[uim commit] r5811 - in trunk: . scm

codesite-noreply Tue, 03 Feb 2009 06:14:56 -0800


Author: iratqq
Date: Tue Feb  3 04:43:03 2009
New Revision: 5811


Added:
   trunk/scm/input-parse.scm
Modified:
   trunk/COPYING
   trunk/scm/Makefile.am

Log:
* scm/input-parse.scm:
  - New file.
* COPYING:
  - Add copyright.
* scm/Makefile.am (SCM_FILES):
  - Add input-parse.scm.

  Import Oleg Kiselyov's input parsing library.


Modified: trunk/COPYING
==============================================================================
--- trunk/COPYING       (original)
+++ trunk/COPYING       Tue Feb  3 04:43:03 2009
@@ -40,6 +40,10 @@
   * scm/py.scm is come from m17n-lib,you can use, modify, distribute
     and sell this under the terms of LGPL *only*.

+  * scm/input-stream.scm is public domain. 'Unless specified otherwise,
+    all the code and the documentation on this site is in public domain.'
+    http://okmij.org/ftp/
+
   * helper/eggtrayicon.[ch] is come from libegg, so you can use,
     modify, distribute and sell uim-toolbar-gtk-systray under the
     terms of LGPL *only*.

Modified: trunk/scm/Makefile.am
==============================================================================
--- trunk/scm/Makefile.am       (original)
+++ trunk/scm/Makefile.am       Tue Feb  3 04:43:03 2009
@@ -43,7 +43,8 @@
  ajax-ime.scm ajax-ime-custom.scm ajax-ime-key-custom.scm \
  yahoo-jp.scm yahoo-jp-custom.scm yahoo-jp-key-custom.scm \
  uim-module-manager.scm \
- socket.scm http-client.scm
+ socket.scm http-client.scm \
+ input-parse.scm

 ETAGS_ARGS=$(SCM_FILES) $(GENERATED_SCM_FILES)

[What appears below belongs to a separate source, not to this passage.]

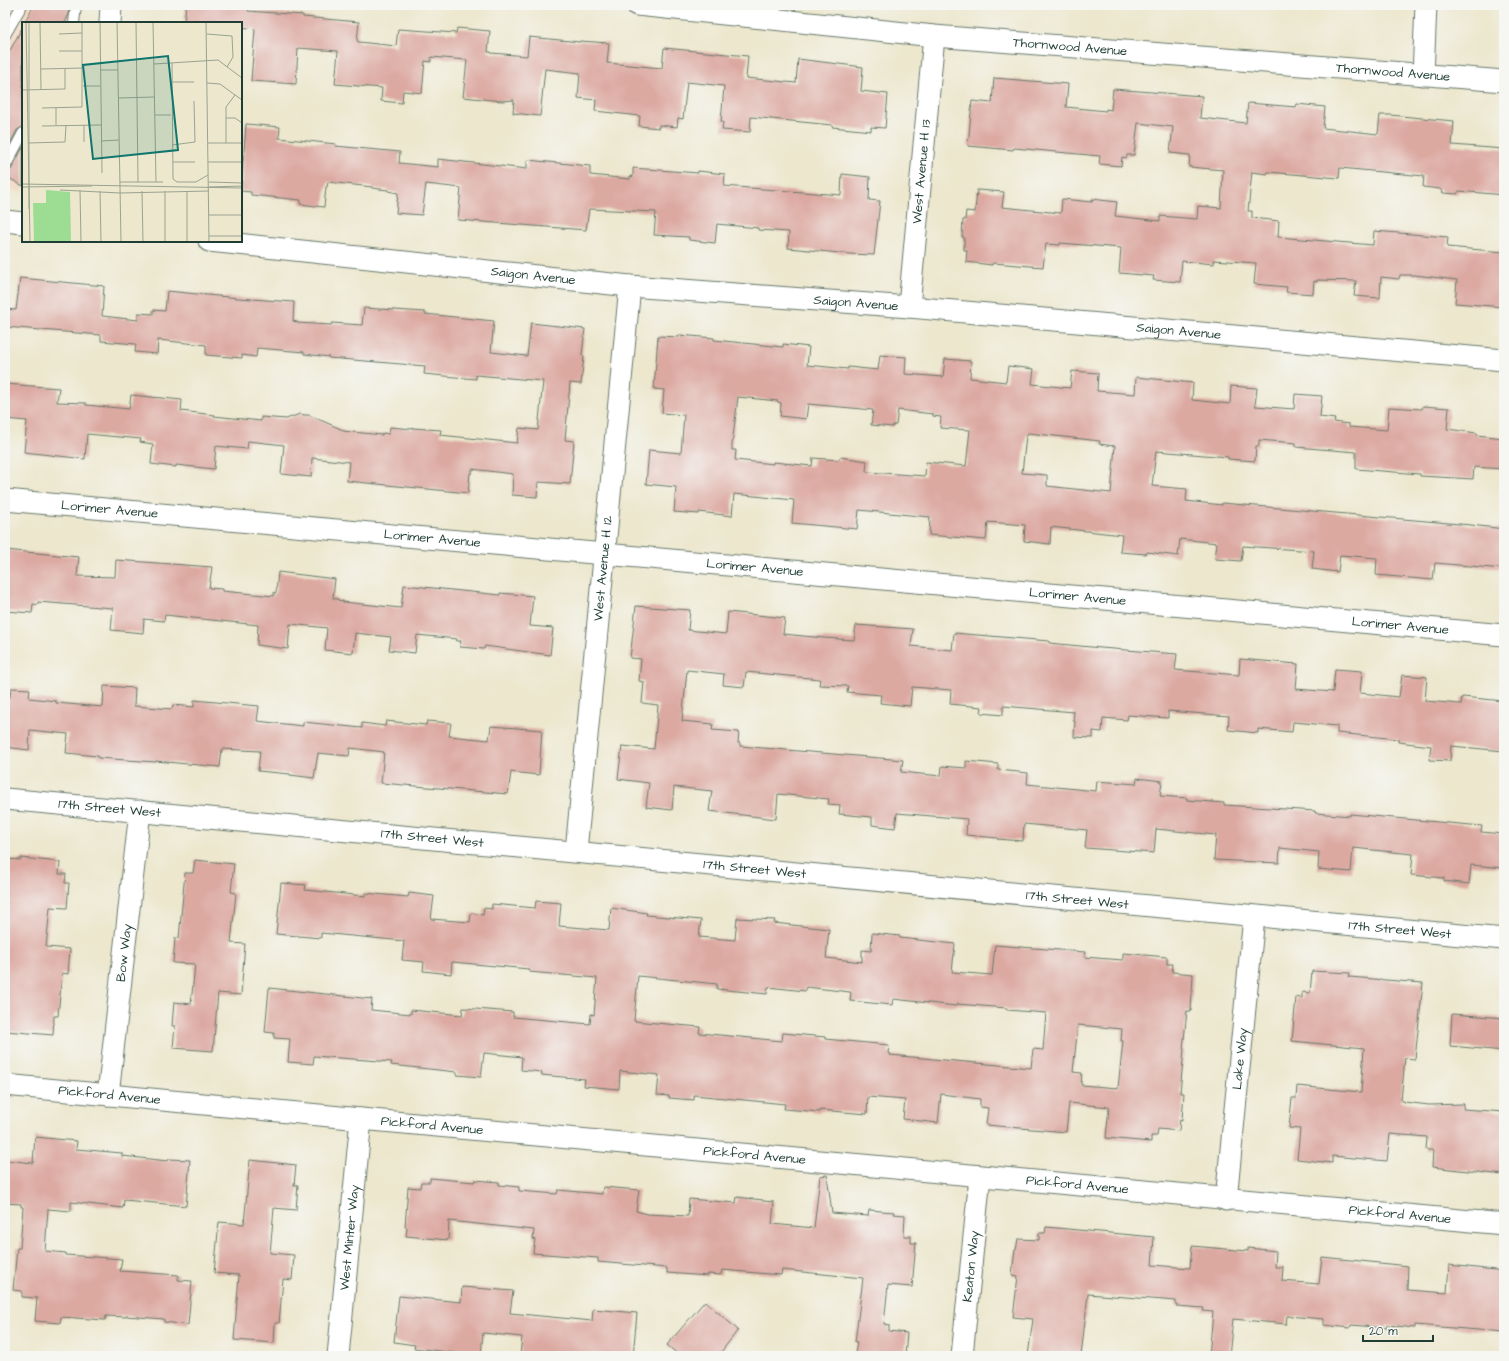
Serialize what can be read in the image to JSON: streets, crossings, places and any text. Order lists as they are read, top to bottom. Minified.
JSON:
{"streets":{"street":["Thornwood Avenue","West Avenue H 13","Saigon Avenue","Lorimer Avenue","West Avenue H 12","17th Street West","Bow Way","Lake Way","Pickford Avenue","West Minter Way","Keaton Way"]},"crossings":[["Thornwood Avenue","West Avenue H 13"],["West Avenue H 13","Saigon Avenue"],["Saigon Avenue","West Avenue H 12"],["Lorimer Avenue","West Avenue H 12"],["West Avenue H 12","17th Street West"],["17th Street West","Bow Way"],["17th Street West","Lake Way"],["Bow Way","Pickford Avenue"],["Lake Way","Pickford Avenue"],["Pickford Avenue","West Minter Way"],["Pickford Avenue","Keaton Way"]],"scale_bar":"20 m"}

Added: trunk/scm/input-parse.scm
==============================================================================
--- (empty file)
+++ trunk/scm/input-parse.scm   Tue Feb  3 04:43:03 2009
@@ -0,0 +1,447 @@
+;****************************************************************************
+;                      Simple Parsing of input
+;
+; The following simple functions surprisingly often suffice to parse
+; an input stream. They either skip, or build and return tokens,
+; according to inclusion or delimiting semantics. The list of
+; characters to expect, include, or to break at may vary from one
+; invocation of a function to another. This allows the functions to
+; easily parse even context-sensitive languages.
+;
+; EOF is generally frowned on, and thrown up upon if encountered.
+; Exceptions are mentioned specifically. The list of expected characters
+; (characters to skip until, or break-characters) may include an EOF
+; "character", which is to be coded as symbol *eof*
+;
+; The input stream to parse is specified as a PORT, which is usually
+; the last (and optional) argument. It defaults to the current input
+; port if omitted.
+;
+; IMPORT
+; This package relies on a function parser-error, which must be defined
+; by a user of the package. The function has the following signature:
+;      parser-error PORT MESSAGE SPECIALISING-MSG*
+; Many procedures of this package call parser-error to report a parsing
+; error.  The first argument is a port, which typically points to the
+; offending character or its neighborhood. Most of the Scheme systems
+; let the user query a PORT for the current position. MESSAGE is the
+; description of the error. Other arguments supply more details about
+; the problem.
+; myenv.scm, myenv-bigloo.scm or a similar prelude is assumed.
+; From SRFI-13, string-concatenate-reverse
+; If a particular implementation lacks SRFI-13 support, please
+; include the file srfi-13-local.scm
+;
+; $Id: input-parse.scm,v 3.11 2004/07/08 19:51:57 oleg Exp oleg $
+
+;------------------------------------------------------------------------
+
+(require "util.scm")
+
+(define (parser-error port message . specialising-msg)
+  (uim-notify-fatal
+   (format "~a: ~a"
+           message
+           (apply string-append
+                  (map (lambda (s)
+                         (write-to-string s display))
+                       specialising-msg)))))
+
+(define char-return #\return)
+(define char-newline #\newline)
+
+; -- procedure+: peek-next-char [PORT]
+;      advances to the next character in the PORT and peeks at it.
+;      This function is useful when parsing LR(1)-type languages
+;      (one-char-read-ahead).
+;      The optional argument PORT defaults to the current input port.
+
+(define (peek-next-char . args)
+  (let-optionals* args ((port (current-input-port)))
+    (read-char port)
+    (peek-char port)))
+
+
+;------------------------------------------------------------------------
+
+; -- procedure+: assert-curr-char CHAR-LIST STRING [PORT]
+;      Reads a character from the PORT and looks it up
+;      in the CHAR-LIST of expected characters
+;      If the read character was found among expected, it is returned
+;      Otherwise, the procedure writes a nasty message using STRING
+;      as a comment, and quits.
+;      The optional argument PORT defaults to the current input port.
+;
+(define (assert-curr-char expected-chars comment . args)
+  (let-optionals* args ((port (current-input-port)))
+    (let ((c (read-char port)))
+      (if (memv c expected-chars) c
+          (parser-error port "Wrong character " c
+                        " (0x" (if (eof-object? c) "*eof*"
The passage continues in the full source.